» Task to complete: Take the entries that follow and return exactly the lines from the one holding "const ctx = document.querySelector('canvas').getContext('2d');" through the one holding "ctx.translate(x, y);", both included. Nothing else is needed.

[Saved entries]

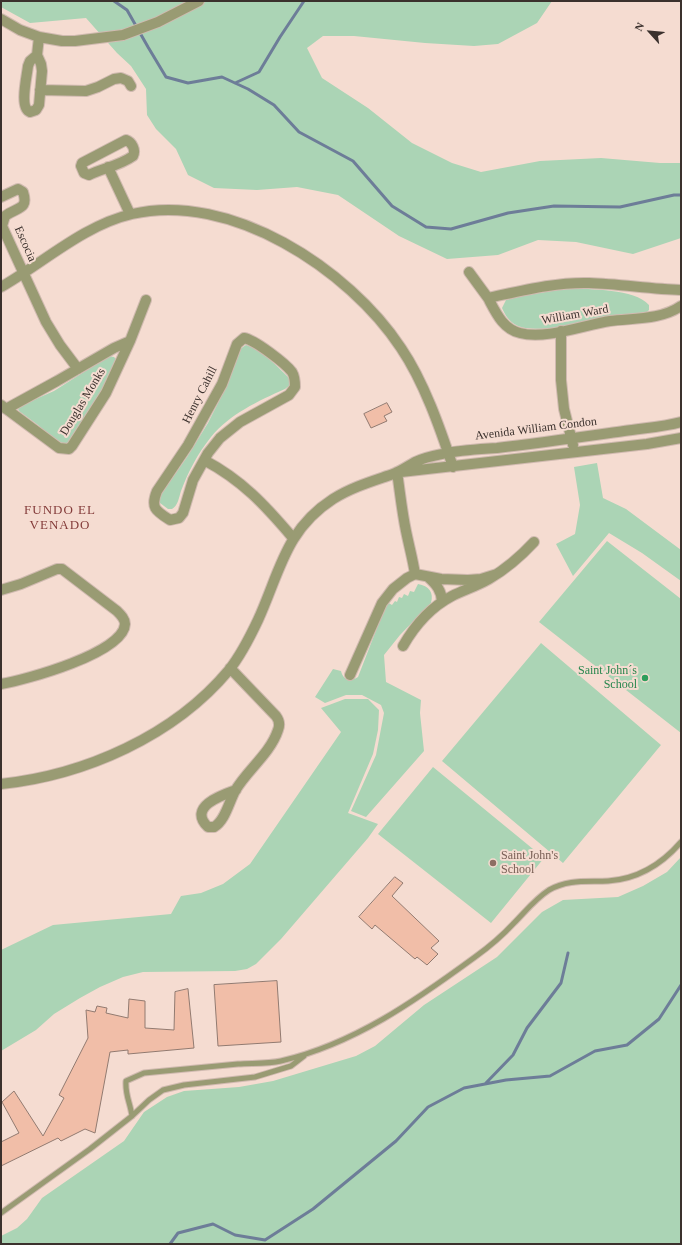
<!DOCTYPE html>
<html>
<head>
<meta charset="utf-8">
<style>
	body { margin:0 }
	#map { position:relative; width:682px; height:1245px; overflow:hidden; background:#f5dcd1; font-family:Georgia,serif }
	canvas { display:block }
	.frame { position:absolute; inset:0; border:2px solid #3b312d; pointer-events:none }
	.north { position:absolute; left:630px; top:12px; width:40px; height:40px; -webkit-text-stroke:3px #f5dcd1; paint-order:stroke; rotate:297deg; font-size:11px; font-weight:700; line-height:16px; text-align:center; color:#3b312d }
	.north::after { content:''; display:block; margin:auto; width:14px; height:18px; background:#3b312d; clip-path:polygon(50% 0,100% 100%,50% 72%,0 100%) }
</style>
</head>
<body>
<div id="map">
<canvas width="682" height="1245"></canvas>
<div class="frame"></div>
<div class="north">N</div>
</div>
<script>
const context = document.querySelector('canvas').getContext('2d');
context.lineJoin = 'round';
function fillPath(path, color) { context.fillStyle = color; context.fill(path, 'evenodd'); }
function strokePath(path, color, width, dash) { context.strokeStyle = color; context.lineWidth = width; context.lineCap = dash ? 'butt' : 'round'; context.setLineDash(dash || []); context.stroke(path); }
function write(font, color, halo, rows, align = 'center') {
  context.font = font + ' Georgia,serif'; context.lineWidth = 4; context.setLineDash([]); context.textBaseline = 'middle'; context.strokeStyle = halo; context.fillStyle = color; for (const [text, x, y, turn = 0] of rows) {
    context.save(); context.translate(x, y); context.rotate((+turn || 0) * Math.PI / 180); context.textAlign = isNaN(turn) ? turn : align; if (halo) context.strokeText(text, 0, 0); context.fillText(text, 0, 0); context.restore();
  }
}
const green = new Path2D(`
	M1 1H552L537 23 498 44 474 46 425 43 354 36H323L307 48 322 78 368 108 412 143 452 163 481 172 540 161 601 158 660 163H681V238L633 254 576 242 538 240 498 255 447 259 399 236 338 195 297 187 257 190 214 188 188 175 176 149 156 129 147 115 146 89 131 66 117 53 86 18 30 23 1 7Z
	M569 288C591 290 634 288 649 305V310L647 312C620 317 538 337 516 325 509 321 505 315 502 308L506 300 521 296Z
	M246 345C261 349 278 367 289 378V386L285 389C258 401 230 414 211 437 198 453 188 472 181 491 179 497 178 506 172 509H168L160 503 159 497 187 457 208 423 227 385 240 349Z
	M109 356 114 357 116 359 104 389 68 444 57 443 38 425 19 411 18 409 20 406 54 391Z
	M597 463 603 498 626 509 681 550V581L642 553 609 533 573 576 556 544 575 534 580 505 574 467Z
	M607 541 681 599V733L539 622Z
	M418 584C429 586 434 592 431 603L400 635 384 655 386 682 421 700 420 713 424 751 366 817 351 811 376 755 384 713 381 705 362 695H346L325 703 315 697 333 669 341 671C343 680 350 682 358 677L387 602 392 605 395 601 397 602 399 597 402 598 404 594 408 596 410 591 414 592Z
	M541 643 661 745 563 863 442 761Z
	M345 699H368L379 710 378 730 373 754 348 813 378 824 368 838 281 939 256 964 247 969 235 971 143 972 123 977 100 987 80 998 54 1014 36 1030 1 1051V950L53 925 171 914 181 896 201 893 223 884 250 864 341 732 321 708Z
	M433 767 544 858 491 923 378 834Z
	M681 857V1244H1V1236L17 1228 27 1219 42 1198 124 1141 144 1112 167 1097 184 1091 239 1087 273 1081 356 1056 375 1046 424 1005 497 957 542 912 563 900 618 897 643 886 667 872Z`);
const stream = new Path2D(`
	M114 1 127 10 148 47 166 77 188 83 222 77 248 89 274 105 299 132 353 161 392 206 426 227 451 229 508 213 554 206 620 207 674 195H681
	M235 83 259 72 280 37 304 1
	M485 1084 513 1055 527 1028 561 983 568 953
	M170 1244 178 1233 213 1224 235 1235 265 1240 313 1209 396 1141 428 1107 464 1088 506 1080 550 1076 595 1051 627 1045 659 1019 681 985`);
const building = new Path2D(`
	M387 403 392 412 384 416 387 421 371 428 364 414Z
	M395 877 403 883 392 896 439 941 431 948 438 954 427 965 417 957 415 959 375 925 372 929 359 917Z
	M277 981 281 1042 218 1046 214 985Z
	M188 989 194 1048 128 1054V1050L110 1052 95 1133 85 1129 61 1141 58 1138 1 1166V1142L19 1133 2 1102 14 1091 43 1136 64 1098 59 1095 88 1038 86 1010 95 1012 97 1006 107 1008 106 1013 128 1018 129 999 145 1001V1028L174 1030 175 992Z`);
const service = new Path2D(`
	M132 1116C130 1102 125 1095 126 1081L144 1073C176 1070 207 1067 238 1064 252 1063 267 1064 281 1061 354 1044 415 1001 475 957 489 947 502 936 514 923 525 912 535 899 549 890 568 879 587 882 608 881 638 879 662 864 681 842
	M1 1213 90 1149 132 1116 149 1100 163 1090 184 1085 255 1077 291 1066 304 1056`);
const minor = new Path2D(`
	M1 19 20 30 39 37 62 41H75L123 35 158 22 199 1
	M37 55 30 61 28 66C27 76 19 108 30 112L36 110 39 105 42 71 41 64 37 55 39 37
	M40 90 86 91 98 87 114 79 121 78 128 81 131 86
	M126 140C132 142 136 150 133 156 119 166 103 168 89 175L84 173 81 166 82 163Z
	M108 167 130 214
	M1 197 18 189 23 192C29 210 17 207 5 216L2 226 46 322 60 345 78 369
	M469 272 488 298
	M1 287C43 263 84 225 132 214 230 191 349 269 401 348 424 382 440 428 453 467
	M681 290C650 289 620 284 589 283 555 282 521 291 488 298 496 313 503 329 520 333 545 340 584 325 610 321 633 318 661 320 681 306
	M561 331V380L564 409 573 445
	M244 338C255 340 285 363 292 372 295 377 295 382 295 387L289 395 240 422 220 438 208 453 193 480 183 513 179 518 170 520C156 511 150 508 157 491L188 445 222 384 237 344Z
	M1 405 59 448 69 449 72 446 106 393 130 341 146 300
	M6 409 57 381 114 348 130 341
	M204 460C242 480 265 505 293 538
	M397 472C400 492 402 512 406 531 409 546 413 560 415 574
	M401 472 647 444 681 438
	M428 577C436 584 442 591 442 602
	M1 590 21 584 57 569H62L117 611C121 615 125 619 125 624 124 653 25 680 1 684
	M403 646C415 625 431 607 452 596 464 590 477 586 489 579 506 569 521 556 534 542
	M230 668 276 716C279 720 280 725 278 730 270 754 247 770 235 791 229 802 225 821 214 827H208C187 807 222 795 236 790
	M350 675 382 603 393 589 407 578 415 574 441 579 468 580 481 579 497 574
	M1 784C85 775 174 736 229 670 241 655 250 637 258 620 280 572 285 530 333 499 352 487 373 481 393 474 401 471 408 466 415 462 425 457 437 455 447 453 463 450 480 449 497 448 539 443 581 437 624 431 643 428 663 427 681 422`);
const markers = [
	[645,678,4,"#2e9e5b"],
	[493,863,4,"#8d6e63"]
];
const streetNames = [
	["Escocia",25,244,66],
	["William Ward",575,315,-10],
	["Henry Cahill",200,395,-63],
	["Douglas Monks",83,402,-59],
	["Avenida William Condon",536,429,-7]
];
const leisureNames = [
	["Saint John´s",637,671],
	["School",637,685]
];
const educationNames = [
	["Saint John's",501,856],
	["School",501,870]
];
const neighbourhoodNames = [
	["FUNDO EL",60,511],
	["VENADO",60,526]
];
fillPath(green, '#abd4b5');
strokePath(stream, '#6d7d98', 3);
fillPath(building, '#f1bea8');
strokePath(building, '#917a70', 1);
strokePath(service, '#d0bab0', 7);
strokePath(minor, '#d0bab0', 12);
strokePath(service, '#999b73', 5);
strokePath(minor, '#999b73', 10);
for (const [x, y, r, color] of markers) { const dot = new Path2D(); dot.arc(x, y, r, 0, 2 * Math.PI); context.fillStyle = color; context.fill(dot); strokePath(dot, '#f5dcd1', 1.5); }
write('12px', '#3b312d', '#f5dcd1', streetNames);
write('12px', '#27864d', '#f5dcd1', leisureNames, 'right');
write('12px', '#785e54', '#f5dcd1', educationNames, 'left');
context.letterSpacing = '1px';
write('13px', '#843c3a', '#f5dcd1', neighbourhoodNames);
context.letterSpacing = '0px';
</script>
</body>
</html>
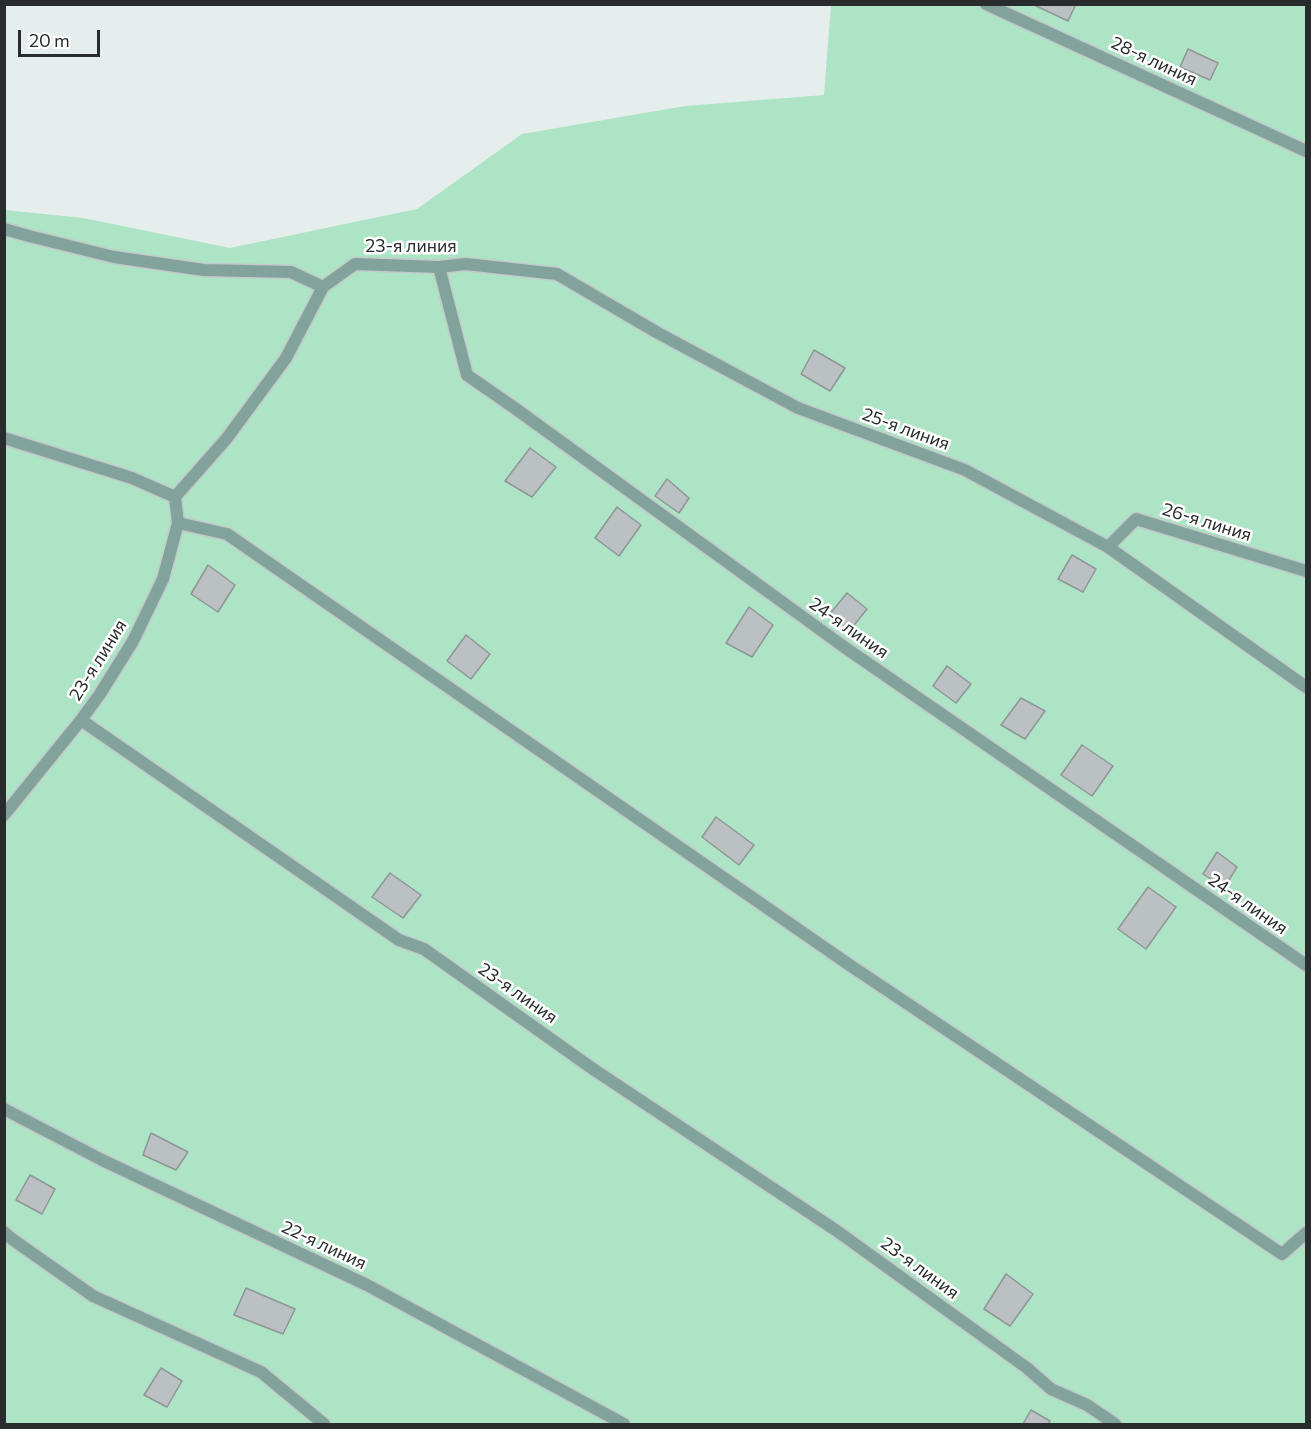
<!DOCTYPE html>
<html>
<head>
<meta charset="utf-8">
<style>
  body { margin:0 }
  #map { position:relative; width:1311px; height:1429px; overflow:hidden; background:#e6eded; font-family:Commissioner,sans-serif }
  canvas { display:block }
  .frame { position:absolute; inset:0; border:6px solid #292c2c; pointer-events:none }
  .scale { position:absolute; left:18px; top:30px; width:82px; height:27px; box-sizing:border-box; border:3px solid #292c2c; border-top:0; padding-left:8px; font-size:18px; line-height:21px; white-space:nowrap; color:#292c2c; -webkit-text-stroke:4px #fff; paint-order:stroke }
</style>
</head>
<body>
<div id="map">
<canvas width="1311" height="1429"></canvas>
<div class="frame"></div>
<div class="scale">20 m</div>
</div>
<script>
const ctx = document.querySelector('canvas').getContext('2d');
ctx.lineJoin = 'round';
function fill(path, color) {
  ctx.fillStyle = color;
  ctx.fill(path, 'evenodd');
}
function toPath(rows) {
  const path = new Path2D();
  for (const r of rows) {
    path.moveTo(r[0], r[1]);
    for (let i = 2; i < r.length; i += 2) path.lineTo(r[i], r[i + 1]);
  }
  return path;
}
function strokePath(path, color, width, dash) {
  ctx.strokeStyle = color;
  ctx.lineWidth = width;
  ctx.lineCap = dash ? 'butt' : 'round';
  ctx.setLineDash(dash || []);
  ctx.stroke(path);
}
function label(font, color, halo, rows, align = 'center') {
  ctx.font = font + ' Commissioner,sans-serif';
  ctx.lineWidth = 5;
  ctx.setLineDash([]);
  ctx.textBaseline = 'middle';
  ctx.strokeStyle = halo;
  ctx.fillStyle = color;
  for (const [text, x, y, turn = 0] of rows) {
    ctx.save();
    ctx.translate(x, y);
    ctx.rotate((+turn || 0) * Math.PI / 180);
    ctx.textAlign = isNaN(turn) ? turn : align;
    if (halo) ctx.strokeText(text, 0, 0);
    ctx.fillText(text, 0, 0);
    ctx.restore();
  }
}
fill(toPath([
  [831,5,1306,5,1306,1424,5,1424,5,210,83,218,230,248,417,209,522,134,685,106,824,95]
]), '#ace4c5');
const building = toPath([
  [1032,4,1076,4,1068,21,1032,4],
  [1188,49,1218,63,1210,80,1180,67,1188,49],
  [814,350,845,368,830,391,801,374,814,350],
  [530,448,556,467,532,497,505,481,530,448],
  [667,479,689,498,679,513,655,496,667,479],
  [617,507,641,525,619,556,595,538,617,507],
  [1072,555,1096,569,1083,592,1058,579,1072,555],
  [208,565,235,585,218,612,191,594,208,565],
  [847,593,867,609,848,633,828,616,847,593],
  [749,607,773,625,752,657,726,643,749,607],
  [466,635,490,654,471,679,447,661,466,635],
  [947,666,971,684,956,703,933,686,947,666],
  [1021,698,1045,711,1025,739,1001,725,1021,698],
  [1082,745,1113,766,1092,796,1061,775,1082,745],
  [716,817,754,845,739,865,702,837,716,817],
  [1217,852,1237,867,1224,888,1203,874,1217,852],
  [390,873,421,895,403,918,372,897,390,873],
  [1148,887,1176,907,1146,949,1118,929,1148,887],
  [151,1133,188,1152,176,1170,143,1155,151,1133],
  [30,1175,55,1189,42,1214,16,1200,30,1175],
  [1006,1274,1033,1294,1010,1326,984,1309,1006,1274],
  [246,1288,295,1309,283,1334,234,1315,246,1288],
  [161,1368,182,1381,167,1407,144,1395,161,1368],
  [1031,1410,1050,1421,1048,1424,1023,1424,1031,1410]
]);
fill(building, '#bbc1c3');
strokePath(building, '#8f9698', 1.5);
const lane = toPath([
  [986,4,1306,151],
  [4,229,29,236,114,257,204,270,291,272,323,287],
  [439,267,467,375,516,409,847,649,1306,965],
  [4,438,132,478,175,497],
  [178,523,163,579,133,641,100,694,81,720,399,940,424,949,593,1069,837,1231,1027,1368,1051,1389,1087,1405,1115,1424],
  [1108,547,1136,519,1306,571],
  [1306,687,1108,547,965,470,798,408,658,333,557,274,466,264,439,267,355,264,323,287,286,358,227,438,175,497,178,523,227,534,851,966,1282,1254,1306,1233],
  [4,815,81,720],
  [4,1109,102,1160,367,1285,624,1424],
  [4,1232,12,1239,93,1296,261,1372,324,1424]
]);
strokePath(lane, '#c4caca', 15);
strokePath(lane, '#82a39c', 12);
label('18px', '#292c2c', '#fff', [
  ["28-я линия",1154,61,25],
  ["23-я линия",411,246],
  ["25-я линия",906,429,20],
  ["26-я линия",1207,522,17],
  ["24-я линия",849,628,35],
  ["23-я линия",98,660,-58],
  ["24-я линия",1248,904,35],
  ["23-я линия",518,993,35],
  ["22-я линия",324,1245,25],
  ["23-я линия",920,1268,36]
]);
</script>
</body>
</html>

» Solved exercise:
const ctx = document.querySelector('canvas').getContext('2d');
ctx.lineJoin = 'round';
function fill(path, color) {
  ctx.fillStyle = color;
  ctx.fill(path, 'evenodd');
}
function toPath(rows) {
  const path = new Path2D();
  for (const r of rows) {
    path.moveTo(r[0], r[1]);
    for (let i = 2; i < r.length; i += 2) path.lineTo(r[i], r[i + 1]);
  }
  return path;
}
function strokePath(path, color, width, dash) {
  ctx.strokeStyle = color;
  ctx.lineWidth = width;
  ctx.lineCap = dash ? 'butt' : 'round';
  ctx.setLineDash(dash || []);
  ctx.stroke(path);
}
function label(font, color, halo, rows, align = 'center') {
  ctx.font = font + ' Commissioner,sans-serif';
  ctx.lineWidth = 5;
  ctx.setLineDash([]);
  ctx.textBaseline = 'middle';
  ctx.strokeStyle = halo;
  ctx.fillStyle = color;
  for (const [text, x, y, turn = 0] of rows) {
    ctx.save();
    ctx.translate(x, y);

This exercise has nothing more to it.